→ Task details
Copy out each line below verbatim, skipping any picture.

→ Data for this exercise
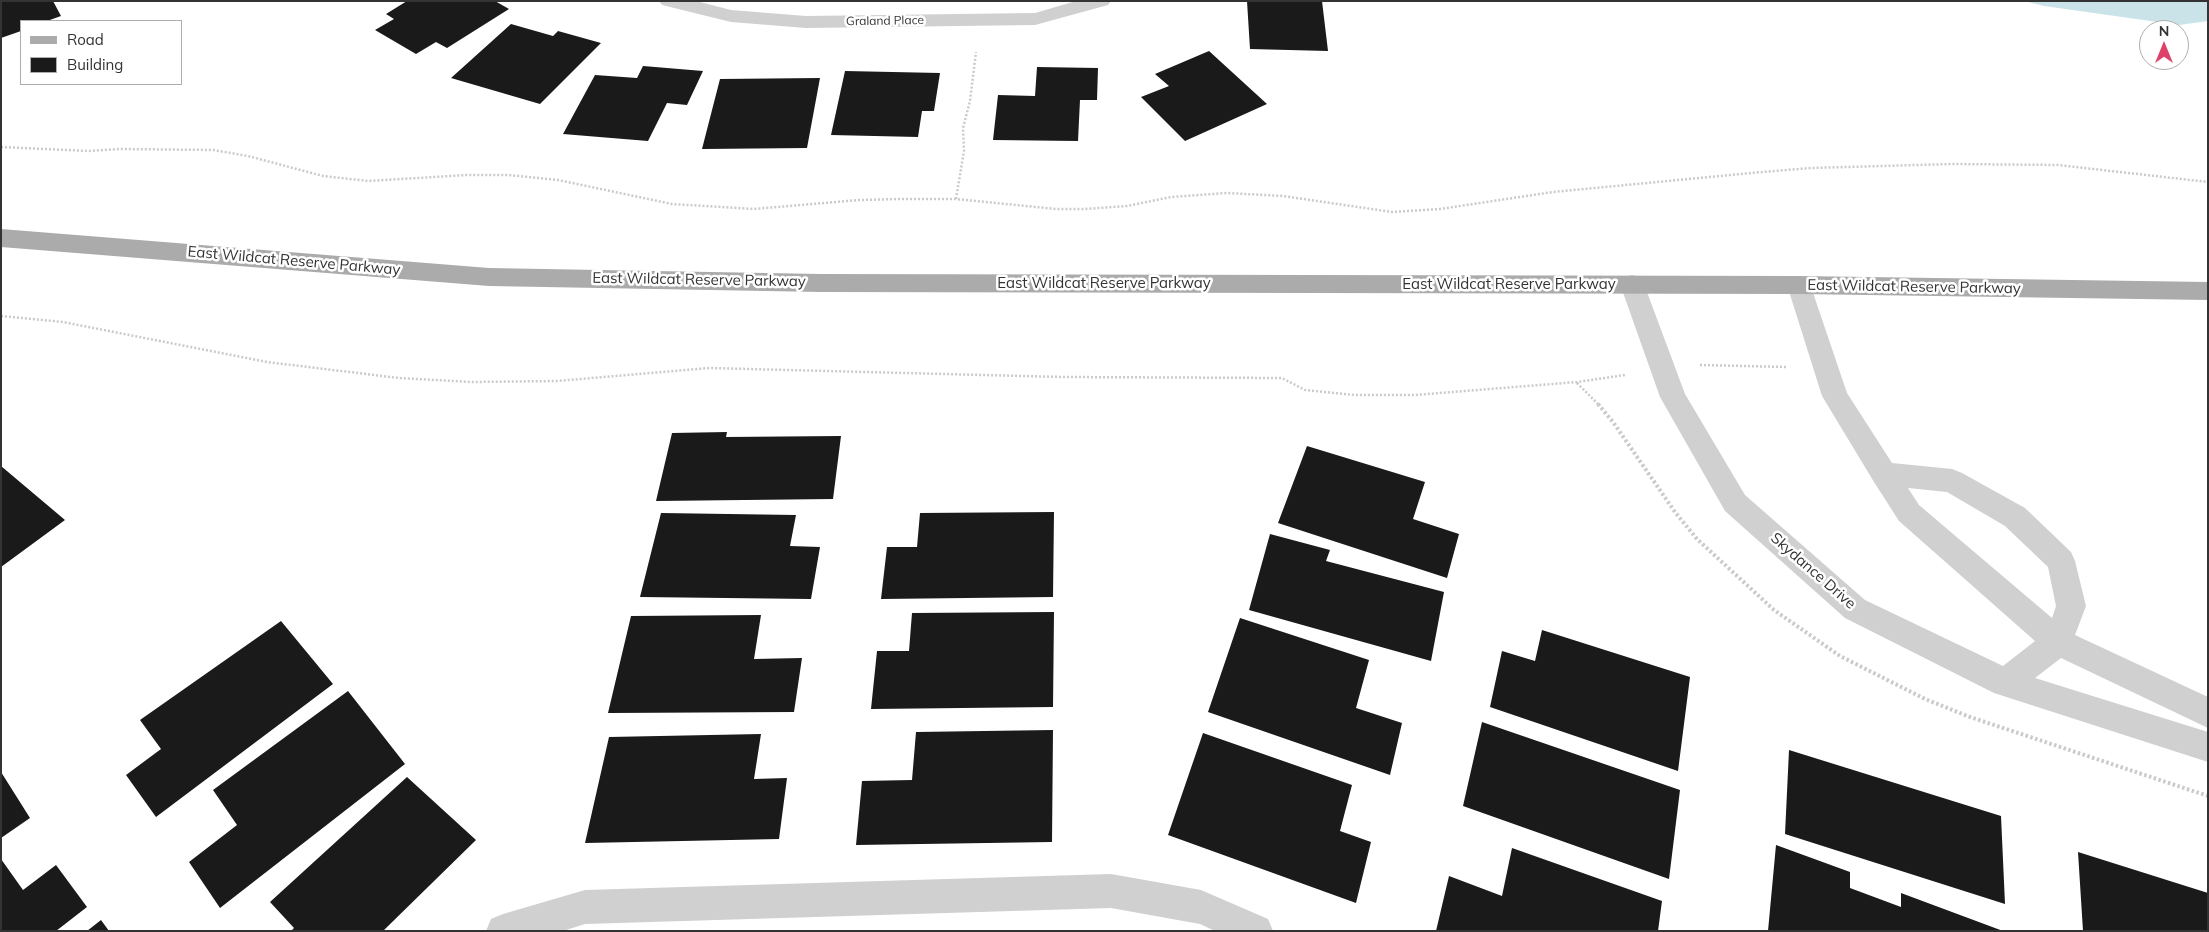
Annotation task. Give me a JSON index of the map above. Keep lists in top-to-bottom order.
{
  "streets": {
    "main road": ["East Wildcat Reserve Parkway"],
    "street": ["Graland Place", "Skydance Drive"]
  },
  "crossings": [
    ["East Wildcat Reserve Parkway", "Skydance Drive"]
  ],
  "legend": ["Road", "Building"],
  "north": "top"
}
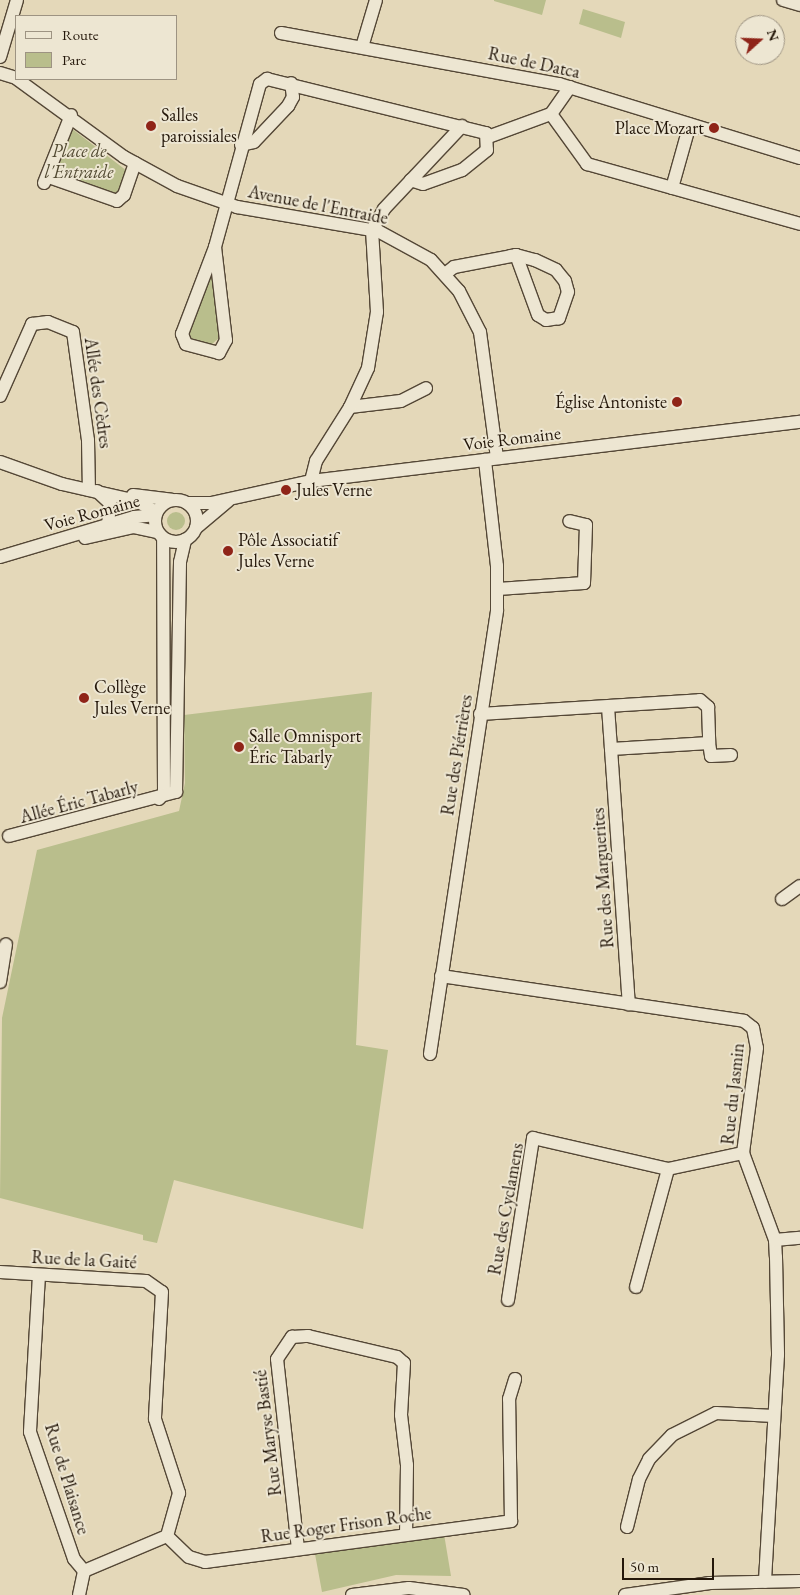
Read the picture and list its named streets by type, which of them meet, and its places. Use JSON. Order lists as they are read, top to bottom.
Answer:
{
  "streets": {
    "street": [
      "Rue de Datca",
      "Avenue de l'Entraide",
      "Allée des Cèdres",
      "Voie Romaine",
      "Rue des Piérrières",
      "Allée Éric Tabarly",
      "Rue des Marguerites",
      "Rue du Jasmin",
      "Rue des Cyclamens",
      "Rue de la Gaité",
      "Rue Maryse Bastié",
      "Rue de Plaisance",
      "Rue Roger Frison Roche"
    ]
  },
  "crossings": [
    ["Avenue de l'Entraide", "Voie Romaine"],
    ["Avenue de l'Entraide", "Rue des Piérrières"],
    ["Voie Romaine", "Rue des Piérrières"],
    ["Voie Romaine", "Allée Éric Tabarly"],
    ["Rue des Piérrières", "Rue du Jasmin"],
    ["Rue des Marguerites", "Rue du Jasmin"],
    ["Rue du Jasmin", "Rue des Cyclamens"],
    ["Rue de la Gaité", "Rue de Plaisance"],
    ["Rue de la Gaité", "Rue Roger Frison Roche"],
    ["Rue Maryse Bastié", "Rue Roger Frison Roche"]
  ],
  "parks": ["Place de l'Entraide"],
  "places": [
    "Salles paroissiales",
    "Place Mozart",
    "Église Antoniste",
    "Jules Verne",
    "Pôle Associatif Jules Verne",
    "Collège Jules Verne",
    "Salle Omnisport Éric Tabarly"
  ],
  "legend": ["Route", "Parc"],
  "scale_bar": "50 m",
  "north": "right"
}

→ Response area
Annotation task. Give me a JSON index of the map above. Keep lists in top-to-bottom order.
{
  "streets": {
    "main road": ["East Wildcat Reserve Parkway"],
    "street": ["Graland Place", "Skydance Drive"]
  },
  "crossings": [
    ["East Wildcat Reserve Parkway", "Skydance Drive"]
  ],
  "legend": ["Road", "Building"],
  "north": "top"
}
Read the picture and list its named streets by type, which of them meet, and its places. Use JSON. Order lists as they are read, top to bottom.
Answer:
{
  "streets": {
    "street": [
      "Rue de Datca",
      "Avenue de l'Entraide",
      "Allée des Cèdres",
      "Voie Romaine",
      "Rue des Piérrières",
      "Allée Éric Tabarly",
      "Rue des Marguerites",
      "Rue du Jasmin",
      "Rue des Cyclamens",
      "Rue de la Gaité",
      "Rue Maryse Bastié",
      "Rue de Plaisance",
      "Rue Roger Frison Roche"
    ]
  },
  "crossings": [
    ["Avenue de l'Entraide", "Voie Romaine"],
    ["Avenue de l'Entraide", "Rue des Piérrières"],
    ["Voie Romaine", "Rue des Piérrières"],
    ["Voie Romaine", "Allée Éric Tabarly"],
    ["Rue des Piérrières", "Rue du Jasmin"],
    ["Rue des Marguerites", "Rue du Jasmin"],
    ["Rue du Jasmin", "Rue des Cyclamens"],
    ["Rue de la Gaité", "Rue de Plaisance"],
    ["Rue de la Gaité", "Rue Roger Frison Roche"],
    ["Rue Maryse Bastié", "Rue Roger Frison Roche"]
  ],
  "parks": ["Place de l'Entraide"],
  "places": [
    "Salles paroissiales",
    "Place Mozart",
    "Église Antoniste",
    "Jules Verne",
    "Pôle Associatif Jules Verne",
    "Collège Jules Verne",
    "Salle Omnisport Éric Tabarly"
  ],
  "legend": ["Route", "Parc"],
  "scale_bar": "50 m",
  "north": "right"
}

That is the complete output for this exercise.